Se estudarmos os quatro evangelhos e investigarmos a maneira como Cristo regia
e expressava seus pensamentos, constataremos que pensar com liberdade e
consciência era uma obra-prima para ele.” (4)
O
trecho do Novo Testamento que mais evidencia o ambiente pedagógico, de diálogo,
de liberdade de análise, na busca de esclarecimentos, que Jesus propiciava a
todos que ouviam-lhe as lições é, certamente, o assim chamado “A
Transfiguração”. Registra Mateus, no capítulo 17, que Jesus subiu a um alto
monte, acompanhado de Pedro, Tiago e João. O Mestre orou e se transfigurou,
cobrindo-se de luz, ao tempo em que apareceram – seguramente materializados,
pois que os três discípulos os viram – Moisés e Elias, que conversaram com ele.

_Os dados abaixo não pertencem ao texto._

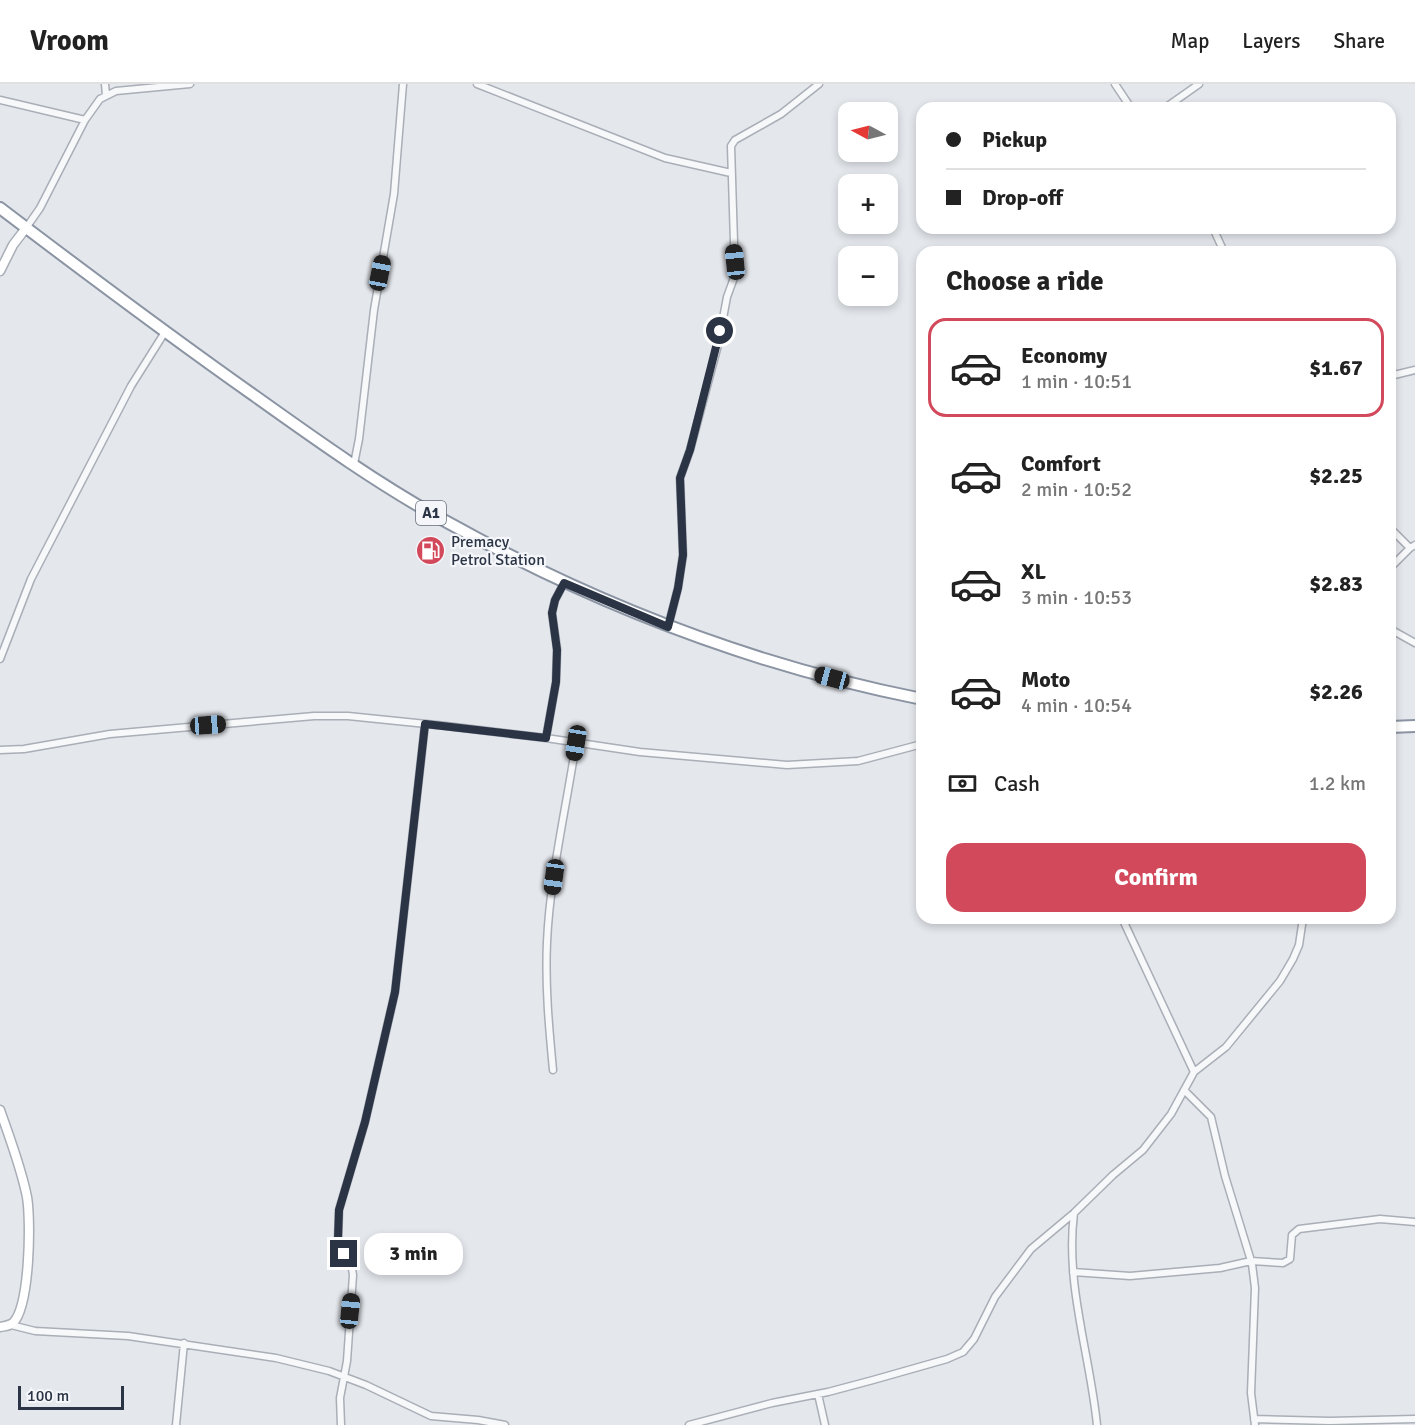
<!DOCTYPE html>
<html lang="en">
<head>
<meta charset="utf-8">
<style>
  :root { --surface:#fff; --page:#f6f6f6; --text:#222; --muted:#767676; --line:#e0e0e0; --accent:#d1495b }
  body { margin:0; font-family:Signika,sans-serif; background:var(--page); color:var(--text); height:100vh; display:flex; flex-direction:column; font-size:22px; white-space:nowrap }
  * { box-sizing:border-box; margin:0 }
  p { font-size:20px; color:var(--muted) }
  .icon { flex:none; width:33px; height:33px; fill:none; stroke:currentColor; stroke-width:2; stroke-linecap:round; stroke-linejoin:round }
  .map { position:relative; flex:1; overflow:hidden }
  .drawer { position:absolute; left:916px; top:162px; width:480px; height:678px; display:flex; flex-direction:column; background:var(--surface); border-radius:18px; box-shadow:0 3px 9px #0003 }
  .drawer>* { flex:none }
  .top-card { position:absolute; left:916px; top:18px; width:480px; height:132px; border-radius:18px; box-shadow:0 3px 9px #0003; display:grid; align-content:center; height:132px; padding:0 30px; background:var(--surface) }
  .needle { width:39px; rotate:277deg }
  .tools { position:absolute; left:838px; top:18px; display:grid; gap:12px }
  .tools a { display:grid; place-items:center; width:60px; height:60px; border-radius:12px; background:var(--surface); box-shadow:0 3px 9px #0003; font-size:30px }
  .scale { position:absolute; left:18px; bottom:15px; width:106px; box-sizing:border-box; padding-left:6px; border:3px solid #2b3445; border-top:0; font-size:16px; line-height:21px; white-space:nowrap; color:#2b3445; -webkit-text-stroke:4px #f4f6f9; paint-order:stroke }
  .end { position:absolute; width:27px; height:27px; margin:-14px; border:8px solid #2b3445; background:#fff; box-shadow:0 0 0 3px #fff }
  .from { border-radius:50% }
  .bubble { position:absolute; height:42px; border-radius:18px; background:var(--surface); box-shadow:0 3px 9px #0003; font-size:20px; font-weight:800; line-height:42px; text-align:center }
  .car { position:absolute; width:18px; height:36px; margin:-18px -9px; border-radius:8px; box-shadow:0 0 4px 2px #0007; background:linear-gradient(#222 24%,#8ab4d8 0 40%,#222 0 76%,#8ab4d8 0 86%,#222 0) }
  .top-card b { display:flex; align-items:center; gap:21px; height:57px; font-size:22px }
  .top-card b+b { border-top:2px solid var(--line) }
  .top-card i { width:15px; height:15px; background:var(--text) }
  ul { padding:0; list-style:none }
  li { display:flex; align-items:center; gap:18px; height:99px; margin:0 12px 9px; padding:0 18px; border:3px solid transparent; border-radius:18px }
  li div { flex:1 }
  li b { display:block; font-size:22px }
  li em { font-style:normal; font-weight:800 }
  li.selected { border-color:var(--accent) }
  li>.icon { width:54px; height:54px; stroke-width:1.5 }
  h2 { padding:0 30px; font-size:27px; line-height:72px }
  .pay { display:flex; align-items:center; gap:15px; height:66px; padding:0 30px; font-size:22px }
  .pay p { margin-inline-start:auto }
  .cta { display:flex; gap:12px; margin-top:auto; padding:12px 30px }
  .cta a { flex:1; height:69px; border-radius:18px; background:var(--accent); color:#fff; font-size:24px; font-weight:800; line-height:69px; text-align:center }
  header { display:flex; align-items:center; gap:36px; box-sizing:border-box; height:84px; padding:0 30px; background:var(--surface); border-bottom:2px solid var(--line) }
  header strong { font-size:28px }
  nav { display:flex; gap:33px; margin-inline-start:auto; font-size:21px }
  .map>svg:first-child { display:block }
</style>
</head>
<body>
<header>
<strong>Vroom</strong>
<nav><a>Map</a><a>Layers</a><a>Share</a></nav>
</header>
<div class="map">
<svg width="1415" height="1341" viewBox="0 0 1415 1341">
  <rect width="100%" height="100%" fill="#e4e7ec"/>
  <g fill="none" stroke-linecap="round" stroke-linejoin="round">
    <defs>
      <path id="street" d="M 105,0 L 106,11
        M 477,0 L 665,74 L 731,89
        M 1115,0 L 1131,24
        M 0,16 L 85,36
        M 1165,24 L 1199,0
        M 26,144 L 40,124 L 85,36 L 100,15 L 116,7 L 190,0
        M 1213,144 L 1224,168
        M 1390,292 L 1415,286
        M 354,380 L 359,355 L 374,226 L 394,110 L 403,0
        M 1390,444 L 1410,464 L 1415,461
        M 1390,484 L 1410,464
        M 668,543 L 678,504 L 683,471 L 680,394 L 690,366 L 718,261 L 727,213 L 735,191 L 731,62 L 735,56 L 781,30 L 819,0
        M 1390,545 L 1415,559
        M 0,575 L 31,495 L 131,302 L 165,248
        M 546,654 L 640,668 L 787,681 L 858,677 L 922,660
        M 0,666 L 24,665 L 110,650 L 314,632 L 348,632 L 446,642 L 546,654 L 556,598 L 557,565 L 552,529 L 555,516 L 564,499
        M 1122,834 L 1194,988
        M 553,986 C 549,944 545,901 547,858 C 550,792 566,725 576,659
        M 1184,1006 L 1211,1033 L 1225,1092 L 1252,1180 L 1255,1204 L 1251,1309 L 1255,1341
        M 1074,1129 C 1065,1201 1090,1270 1097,1341
        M 1073,1188 L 1130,1192 L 1220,1184 L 1251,1177 L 1283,1179 L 1290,1175 L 1292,1151 L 1299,1145 L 1380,1135 L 1415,1138
        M 11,1241 L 35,1247 L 128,1252 L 276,1274 L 329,1287 L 366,1301 L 431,1332 L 478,1336 L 505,1341
        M 818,1310 L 825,1341
        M 1254,1335 L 1330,1337 L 1415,1335
        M 176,1341 L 184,1259
        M 341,1341 L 340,1314 L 347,1277 L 353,1191 L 351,1179 L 341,1165 L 338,1155 L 339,1126 L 365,1038 L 395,908 L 425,640
        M 689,1341 L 772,1319 L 828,1308 L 873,1296 L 947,1275 L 963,1268 L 974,1255 L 995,1213 L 1031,1165 L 1074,1129 L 1113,1091 L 1143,1066 L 1171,1030 L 1194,988 L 1226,963 L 1280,897 L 1293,875 L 1299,861 L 1303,834"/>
      <path id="secondary" d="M 0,187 L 13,161 L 26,144
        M 0,1026 C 10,1055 21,1083 27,1113 C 31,1137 30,1222 13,1239 C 9,1242 5,1242 0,1243"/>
      <path id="highway" d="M 0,124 C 83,187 167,250 252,310 C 315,355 379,401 447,438 C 596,521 755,582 922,615
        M 1390,643 L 1415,642"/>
    </defs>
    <use href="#street" stroke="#a9aeb7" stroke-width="9"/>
    <use href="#secondary" stroke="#a9aeb7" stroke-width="11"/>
    <use href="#highway" stroke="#8b94a3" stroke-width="14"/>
    <use href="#street" stroke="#f7f8fa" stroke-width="6"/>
    <use href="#secondary" stroke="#fff" stroke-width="8"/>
    <use href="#highway" stroke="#fff" stroke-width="10"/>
  </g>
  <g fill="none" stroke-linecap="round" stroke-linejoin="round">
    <path stroke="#2b3445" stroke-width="8" d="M 344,1170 L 338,1155 L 339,1126 L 365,1038 L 395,908 L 425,640 L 546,654 L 556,598 L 557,566 L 552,529 L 555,516 L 564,499 L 668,543 L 678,504 L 683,471 L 680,394 L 690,366 L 720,247"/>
  </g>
  <defs>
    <symbol id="fuel-disc" viewBox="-11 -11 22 22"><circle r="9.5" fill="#d1495b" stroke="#f4f6f9"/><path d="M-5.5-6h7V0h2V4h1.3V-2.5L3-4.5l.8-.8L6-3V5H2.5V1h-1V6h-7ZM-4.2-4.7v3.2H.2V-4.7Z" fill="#fff"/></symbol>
  </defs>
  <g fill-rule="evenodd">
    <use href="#fuel-disc" x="414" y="450" width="33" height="33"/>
  </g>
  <g text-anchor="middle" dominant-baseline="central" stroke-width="4.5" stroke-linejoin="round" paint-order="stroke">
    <rect fill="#f4f6f9" stroke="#676e7b" stroke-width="1.5" x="416" y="417" width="30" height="24" rx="4.5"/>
    <g font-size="15" font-weight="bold" fill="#2b3445">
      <text x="431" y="429">A1</text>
    </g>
    <g font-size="16" fill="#2b3445" stroke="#f4f6f9" text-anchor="start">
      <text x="451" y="458">Premacy<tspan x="451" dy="18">Petrol Station</tspan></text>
    </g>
  </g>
</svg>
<div class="tools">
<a><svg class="needle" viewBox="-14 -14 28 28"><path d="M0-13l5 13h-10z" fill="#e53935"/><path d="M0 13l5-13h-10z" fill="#767676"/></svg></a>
<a>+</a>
<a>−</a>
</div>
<div class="scale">100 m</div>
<i class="end from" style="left:720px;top:247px"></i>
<i class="end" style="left:344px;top:1170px"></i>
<div class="bubble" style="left:364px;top:1149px;width:99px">3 min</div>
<i class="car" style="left:735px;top:178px;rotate:354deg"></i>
<i class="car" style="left:380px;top:189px;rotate:11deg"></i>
<i class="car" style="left:832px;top:594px;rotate:285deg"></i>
<i class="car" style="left:208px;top:641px;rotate:86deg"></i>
<i class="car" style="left:576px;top:659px;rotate:189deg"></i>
<i class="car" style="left:554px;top:793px;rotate:188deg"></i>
<i class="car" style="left:350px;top:1227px;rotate:6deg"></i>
<div class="top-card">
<b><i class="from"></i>Pickup</b>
<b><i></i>Drop-off</b>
</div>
<section class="drawer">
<h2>Choose a ride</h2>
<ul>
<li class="selected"><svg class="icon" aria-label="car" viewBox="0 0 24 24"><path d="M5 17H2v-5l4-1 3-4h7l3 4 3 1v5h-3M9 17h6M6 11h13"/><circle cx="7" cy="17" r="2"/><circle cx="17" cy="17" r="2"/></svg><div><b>Economy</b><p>1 min · 10:51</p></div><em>$1.67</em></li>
<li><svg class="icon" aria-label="car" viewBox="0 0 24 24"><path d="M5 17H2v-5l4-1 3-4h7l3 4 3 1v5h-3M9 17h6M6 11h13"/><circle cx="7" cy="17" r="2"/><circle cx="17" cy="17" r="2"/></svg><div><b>Comfort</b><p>2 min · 10:52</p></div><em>$2.25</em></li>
<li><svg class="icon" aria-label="car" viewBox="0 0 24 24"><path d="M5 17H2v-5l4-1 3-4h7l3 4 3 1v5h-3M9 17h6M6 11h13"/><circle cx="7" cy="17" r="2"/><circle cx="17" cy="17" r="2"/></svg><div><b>XL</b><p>3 min · 10:53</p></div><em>$2.83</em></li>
<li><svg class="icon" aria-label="car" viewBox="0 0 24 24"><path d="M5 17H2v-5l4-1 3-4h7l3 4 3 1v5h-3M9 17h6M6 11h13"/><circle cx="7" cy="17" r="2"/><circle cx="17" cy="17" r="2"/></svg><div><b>Moto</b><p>4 min · 10:54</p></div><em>$2.26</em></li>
</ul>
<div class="pay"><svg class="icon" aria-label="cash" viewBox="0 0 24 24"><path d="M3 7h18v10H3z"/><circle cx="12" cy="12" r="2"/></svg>Cash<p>1.2 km</p></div>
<div class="cta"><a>Confirm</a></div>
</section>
</div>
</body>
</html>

Passado o momento sublime, ao regressarem, o Mestre ordena aos discípulos que
não contem nada do que acontecera até ele ressuscitasse. É de se imaginar o
contentamento e a emoção que devem ter sentido aqueles discípulos ao
contemplarem Jesus coberto de luz, Moisés, o pai dos profetas, e o grande
profeta Elias. Entretanto, eles não se
detiveram em atitude de contemplação mística, de deslumbramento. Pelo contrário,
o raciocínio funcionou imediatamente, na busca de resposta para algo que lhes
pareceu estranho: “E os discípulos o interrogaram, dizendo: Por que dizem então
os escribas que é mister que Elias venha primeiro?” (Mt, 17: 10). Por que a pergunta? Ora, havia sido predito
pelos profetas – e os escribas sempre o repetiam – que o Mestre seria precedido
por Elias, que voltaria para preparar-lhe o caminho. Os discípulos, vendo Elias
desencarnado, deduziram que algo estava errado: ou as profecias não espelhavam
a verdade, ou aquele que se apresentara e conversara com Jesus não era Elias,
ou Jesus não era o Messias! Jesus, com a tranqüilidade daqueles que detêm a
verdade, respondendo, disse-lhes: “Mas digo-vos que Elias já veio, e não o
conheceram, mas fizeram-lhe o que quiseram. Assim farão eles também padecer o
Filho do homem.” (Mt, 17: 12). E, em seguida, conclui o Evangelista: “Então
entenderam os discípulos que lhes falara de João Batista.” (Mt, 17: 13). Tudo
estava certo. A profecia já se havia cumprido.
Diante
do que se acabou de ver, conclui-se que Jesus foi um pedagogo e não um místico.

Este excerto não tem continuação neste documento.